Exhibit 99.3
UNAUDITED PRO FORMA CONDENSED COMBINED FINANCIAL INFORMATION
The following unaudited pro forma condensed combined financial information is based on the historical financial statements of FNB Corp. and subsidiaries (“FNB”), United Financial, Inc. and subsidiary (“United”) and Integrity Financial Corporation and subsidiaries (‘Integrity”) and has been prepared to illustrate the effects of the FNB acquisition of United announced on May 10, 2005 and of the FNB acquisition of Integrity announced on September 19, 2005. The unaudited pro forma condensed combined balance sheet as of June 30, 2005 and the unaudited pro forma condensed combined statements of income for the six months ended June 30, 2005 and for the year ended December 31, 2004 give effect to these merger transactions, accounted for under the purchase method of accounting.
The unaudited pro forma condensed combined income statement for the six months ended June 30, 2005 has been derived from the unaudited interim financial statements for FNB, United and Integrity. The unaudited pro forma condensed combined income statement for the year ended December 31, 2004 is based on the audited financial statements of FNB, United and Integrity.

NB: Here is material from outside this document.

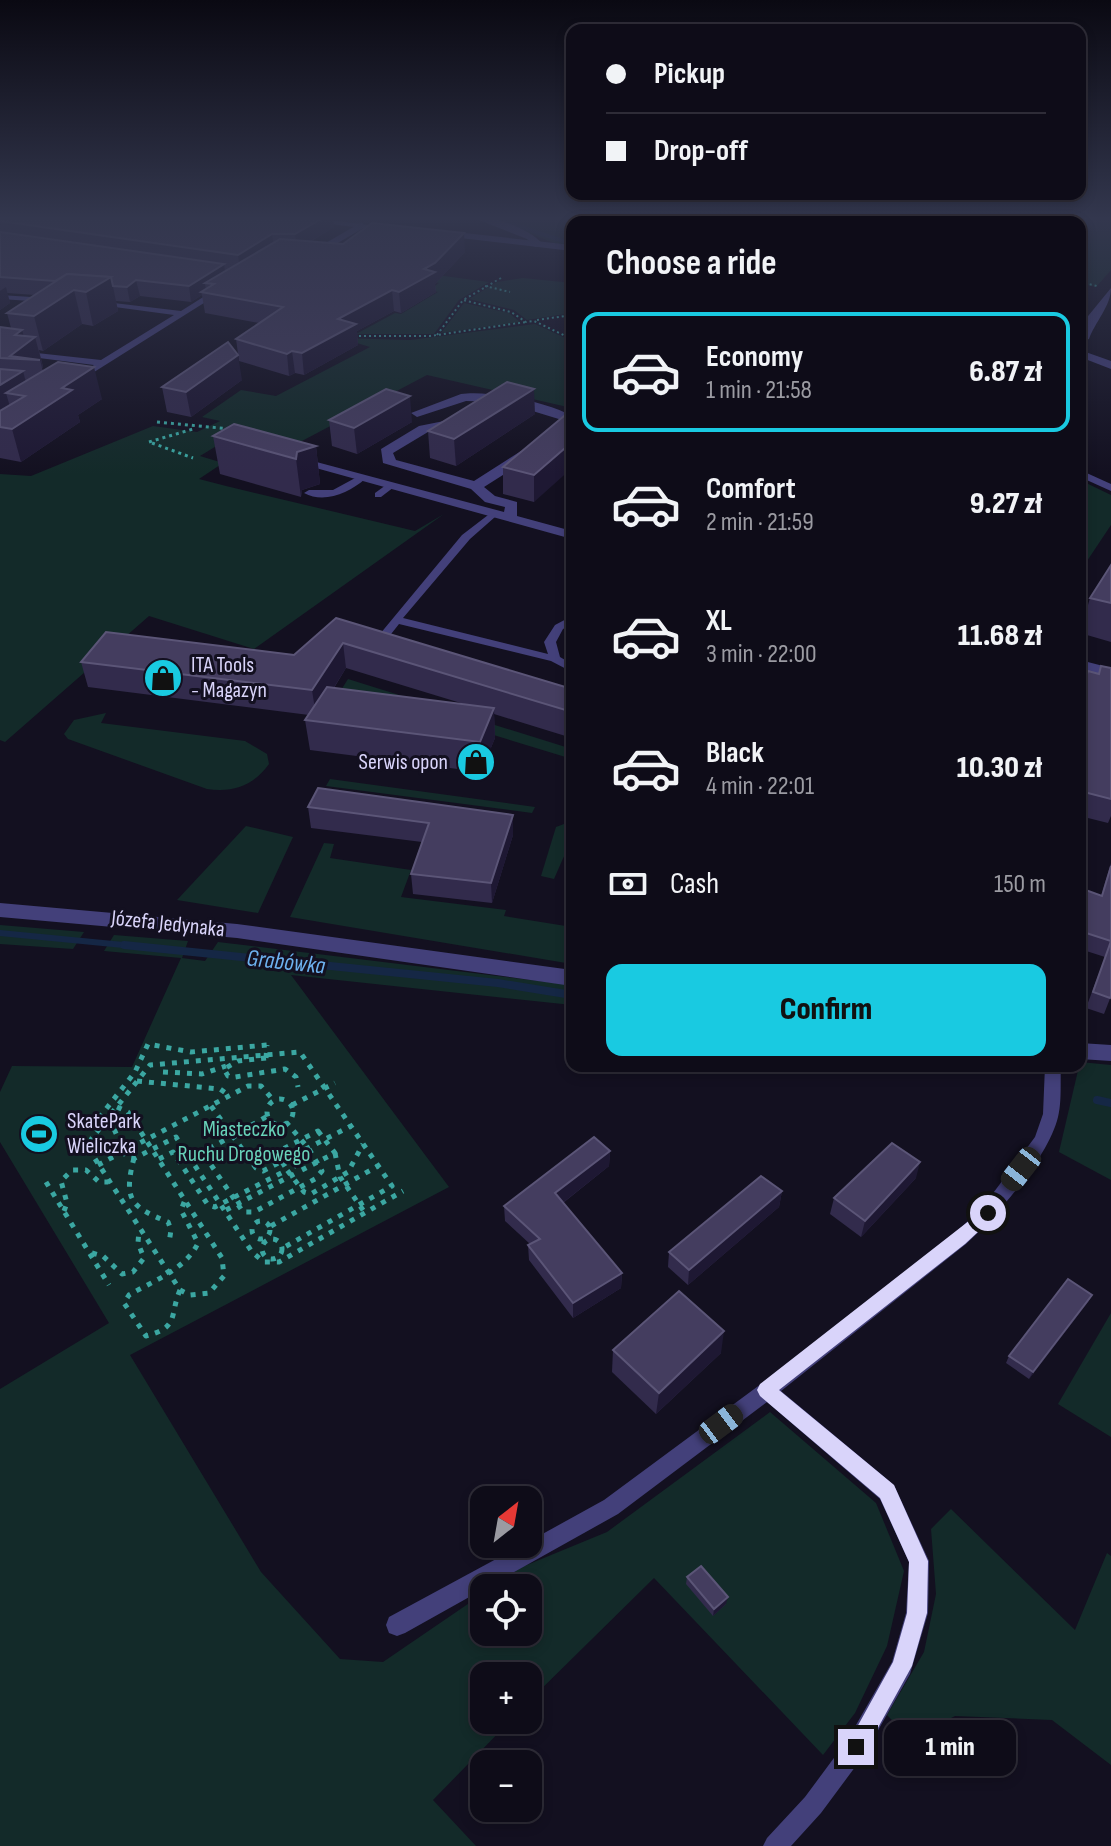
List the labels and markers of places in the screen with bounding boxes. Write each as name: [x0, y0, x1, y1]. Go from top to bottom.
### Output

These unaudited pro forma condensed combined income statements give effect to the transaction as if it had been consummated at the beginning of the earliest period presented, or January 1, 2004. The unaudited pro forma condensed combined financial statements do not give effect to the anticipated cost savings or revenue enhancements in connection with the transaction.
The unaudited pro forma condensed combined financial statements should be considered together with the historical financial statements of FNB, United and Integrity, including the respective notes to those statements. The pro forma information does not necessarily indicate the combined financial position or the results of operations in the future or the combined financial position or the results of operations that would have been realized had the merger transactions been consummated during the periods or as of the dates for which the pro forma information is presented.
For the merger of FNB and United, the unaudited pro forma condensed combined balance sheet information is based on agreement terms that provide for 65% of the United shares of common stock to be exchanged for FNB shares of common stock with an effective exchange ratio of 0.6828 shares of FNB common stock for each share of United common stock and for the remaining 35% of United shares to be exchanged for cash at the rate $14.25 per share.
For the merger of FNB and Integrity, the unaudited pro forma condensed combined balance sheet information is based on agreement terms that provide for the exchange of each share of Integrity common stock for 0.8743 shares of FNB common stock and a cash payment of $5.20. The exchange ratio of 0.8743 reflects that 78% of Integrity’s shares are being exchanged for FNB shares with the remaining 22% of Integrity’s shares being exchanged for cash.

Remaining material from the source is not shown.